Oxidative inactivation of brain ecto-5'-nucleotidase by thiols/Fe2+ system.

5'-Nucleotidase, responsible for the conversion of adenosine-5'-monophosphate into adenosine, was purified from bovine brain membranes, and subjected to oxidative inactivation. The 5'-nucleotidase activity decreased slightly after the exposure to either glutathione or Fe2+. The glutathione-mediated inactivation of 5'-nucleotidase was potentiated remarkably by Fe2+, but not Cu2+, in a concentration-dependent manner. Similarly, glutathione exhibited a concentration-dependent enhancement of the Fe2+-mediated inactivation. In comparison, the glutathione/Fe2+ system was much more effective than the ascorbate/Fe2+ system in inactivating the enzyme. In support of an intermediary role of superoxide ions or H2O2 in the action of glutathione/Fe2+ system, superoxide dismutase and catalase expressed a substantial protection against the inactivation by the glutathione/Fe2+ system. Meanwhile, hydroxyl radical scavengers such as mannitol, benzoate or ethanol were incapable of preventing the inactivation, excluding the participation of extraneous hydroxyl radicals. Whereas adenosine 5'-monophosphate as substrate exhibited a modest protection against the glutathione/Fe2+ action, a remarkable protection was expressed by divalent metal ions such as Zn2+ or Mn2+. Structure-activity study with a variety of thiols indicates that the inactivating action of thiols in combination with Fe2+ resides in the free sulfhydryl group and amino group of thiols.
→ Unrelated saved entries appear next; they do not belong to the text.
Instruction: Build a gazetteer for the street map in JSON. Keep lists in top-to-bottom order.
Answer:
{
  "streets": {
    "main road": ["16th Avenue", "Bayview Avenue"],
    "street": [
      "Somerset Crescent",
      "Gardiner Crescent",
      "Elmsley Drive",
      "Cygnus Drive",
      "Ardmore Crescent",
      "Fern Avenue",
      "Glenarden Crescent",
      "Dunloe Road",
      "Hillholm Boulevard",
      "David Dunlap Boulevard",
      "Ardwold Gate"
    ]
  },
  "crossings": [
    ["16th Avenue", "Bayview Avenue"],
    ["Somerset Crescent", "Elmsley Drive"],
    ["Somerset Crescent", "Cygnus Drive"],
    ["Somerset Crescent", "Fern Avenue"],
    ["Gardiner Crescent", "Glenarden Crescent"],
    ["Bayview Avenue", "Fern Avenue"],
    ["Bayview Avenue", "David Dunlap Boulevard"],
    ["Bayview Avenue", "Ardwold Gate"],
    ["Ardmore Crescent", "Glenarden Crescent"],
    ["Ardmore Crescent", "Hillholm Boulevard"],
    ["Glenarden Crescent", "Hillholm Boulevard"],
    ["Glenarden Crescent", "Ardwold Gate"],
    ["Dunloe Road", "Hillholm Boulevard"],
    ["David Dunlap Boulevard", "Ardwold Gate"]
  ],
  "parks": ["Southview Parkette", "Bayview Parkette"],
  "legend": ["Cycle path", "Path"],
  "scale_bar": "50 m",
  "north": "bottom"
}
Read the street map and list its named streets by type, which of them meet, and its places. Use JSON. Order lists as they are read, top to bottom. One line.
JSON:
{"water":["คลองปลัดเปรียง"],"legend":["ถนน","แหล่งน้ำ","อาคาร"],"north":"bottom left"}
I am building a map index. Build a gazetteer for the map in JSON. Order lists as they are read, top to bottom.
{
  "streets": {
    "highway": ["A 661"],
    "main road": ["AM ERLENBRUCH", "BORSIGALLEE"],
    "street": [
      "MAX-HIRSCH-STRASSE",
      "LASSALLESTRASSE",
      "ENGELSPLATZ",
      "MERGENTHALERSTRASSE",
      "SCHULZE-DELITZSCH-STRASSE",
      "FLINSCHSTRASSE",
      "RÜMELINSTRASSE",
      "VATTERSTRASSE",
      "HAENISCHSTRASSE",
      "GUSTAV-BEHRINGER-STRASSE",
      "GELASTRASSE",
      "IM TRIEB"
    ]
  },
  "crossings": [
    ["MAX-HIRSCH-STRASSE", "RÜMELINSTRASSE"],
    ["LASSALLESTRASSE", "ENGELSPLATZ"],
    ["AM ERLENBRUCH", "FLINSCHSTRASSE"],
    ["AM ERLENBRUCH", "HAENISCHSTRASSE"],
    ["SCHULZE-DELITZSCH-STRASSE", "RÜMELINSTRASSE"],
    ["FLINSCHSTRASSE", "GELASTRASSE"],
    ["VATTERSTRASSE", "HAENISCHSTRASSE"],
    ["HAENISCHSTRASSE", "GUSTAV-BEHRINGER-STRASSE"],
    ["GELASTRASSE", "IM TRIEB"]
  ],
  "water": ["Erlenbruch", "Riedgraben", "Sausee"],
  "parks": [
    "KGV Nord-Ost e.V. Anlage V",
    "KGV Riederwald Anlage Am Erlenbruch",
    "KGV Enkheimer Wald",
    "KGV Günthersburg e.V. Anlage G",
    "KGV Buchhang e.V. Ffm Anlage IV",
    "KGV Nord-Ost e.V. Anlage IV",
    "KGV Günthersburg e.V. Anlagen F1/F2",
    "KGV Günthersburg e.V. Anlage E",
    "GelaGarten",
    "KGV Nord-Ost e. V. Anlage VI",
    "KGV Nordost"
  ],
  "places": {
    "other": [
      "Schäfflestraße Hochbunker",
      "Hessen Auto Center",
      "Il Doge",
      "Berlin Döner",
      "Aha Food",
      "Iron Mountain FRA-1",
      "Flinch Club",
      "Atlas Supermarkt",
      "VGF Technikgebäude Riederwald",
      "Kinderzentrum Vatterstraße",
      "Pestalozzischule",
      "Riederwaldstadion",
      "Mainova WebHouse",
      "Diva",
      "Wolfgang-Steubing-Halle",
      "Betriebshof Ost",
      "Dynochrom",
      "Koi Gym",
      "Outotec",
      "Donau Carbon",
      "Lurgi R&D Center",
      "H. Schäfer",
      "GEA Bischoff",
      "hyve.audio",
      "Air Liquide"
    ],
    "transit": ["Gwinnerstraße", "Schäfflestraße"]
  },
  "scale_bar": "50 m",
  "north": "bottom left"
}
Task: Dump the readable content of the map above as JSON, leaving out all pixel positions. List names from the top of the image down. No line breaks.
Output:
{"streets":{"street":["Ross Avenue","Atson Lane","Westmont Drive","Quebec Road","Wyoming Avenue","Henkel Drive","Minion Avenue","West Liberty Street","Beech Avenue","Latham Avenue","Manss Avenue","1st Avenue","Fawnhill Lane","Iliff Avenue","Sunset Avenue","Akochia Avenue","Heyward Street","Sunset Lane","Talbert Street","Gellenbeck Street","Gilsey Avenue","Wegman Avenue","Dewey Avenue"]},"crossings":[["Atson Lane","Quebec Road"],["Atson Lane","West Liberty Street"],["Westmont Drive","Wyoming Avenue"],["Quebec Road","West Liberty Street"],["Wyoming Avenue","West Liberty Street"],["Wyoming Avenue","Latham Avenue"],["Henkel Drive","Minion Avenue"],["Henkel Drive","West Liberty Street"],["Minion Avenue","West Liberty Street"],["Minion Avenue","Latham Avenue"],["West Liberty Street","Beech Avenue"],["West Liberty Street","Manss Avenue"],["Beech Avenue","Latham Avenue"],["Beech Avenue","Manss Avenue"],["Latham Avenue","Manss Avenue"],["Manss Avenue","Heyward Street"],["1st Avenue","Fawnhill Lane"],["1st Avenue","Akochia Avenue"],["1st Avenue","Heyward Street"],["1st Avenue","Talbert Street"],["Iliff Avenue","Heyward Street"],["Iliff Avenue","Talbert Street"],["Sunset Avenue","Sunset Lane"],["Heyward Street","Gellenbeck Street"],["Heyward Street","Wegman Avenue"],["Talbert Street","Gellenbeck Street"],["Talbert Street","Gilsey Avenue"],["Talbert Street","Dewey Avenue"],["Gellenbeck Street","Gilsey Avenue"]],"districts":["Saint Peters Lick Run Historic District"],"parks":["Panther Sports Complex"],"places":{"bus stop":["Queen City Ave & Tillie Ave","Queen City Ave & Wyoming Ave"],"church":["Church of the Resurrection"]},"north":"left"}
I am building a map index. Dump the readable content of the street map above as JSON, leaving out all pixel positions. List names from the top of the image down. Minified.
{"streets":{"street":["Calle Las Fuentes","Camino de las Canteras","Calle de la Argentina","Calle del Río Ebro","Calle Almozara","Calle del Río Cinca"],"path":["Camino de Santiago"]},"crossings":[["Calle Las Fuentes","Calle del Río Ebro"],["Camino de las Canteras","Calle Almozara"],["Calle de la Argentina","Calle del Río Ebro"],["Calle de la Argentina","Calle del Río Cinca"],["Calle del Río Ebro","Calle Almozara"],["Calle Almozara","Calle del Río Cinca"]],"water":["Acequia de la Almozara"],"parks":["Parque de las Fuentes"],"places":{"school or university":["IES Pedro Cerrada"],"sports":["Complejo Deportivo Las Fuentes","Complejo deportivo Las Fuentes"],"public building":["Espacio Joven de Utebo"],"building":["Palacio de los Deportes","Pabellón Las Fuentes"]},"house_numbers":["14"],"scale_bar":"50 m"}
Overall, thiols, expressing more inhibitory effect on the activity of 5'-nucleotidase, were found to be more effective in potentiating the Fe2+-mediated inactivation. Further, kinetic analyses indicate that Fe2+ and thiols inhibit the 5'-nucleotidase in a competitive or uncompetitive manner, respectively. These results suggest that ecto-5'-nucleotidase from brain membrane is one of proteins susceptible to thiols/Fe2+-catalyzed oxidation, and the oxidative inactivation may be related to the selective association of Fe2+ and thiols to the enzyme molecule.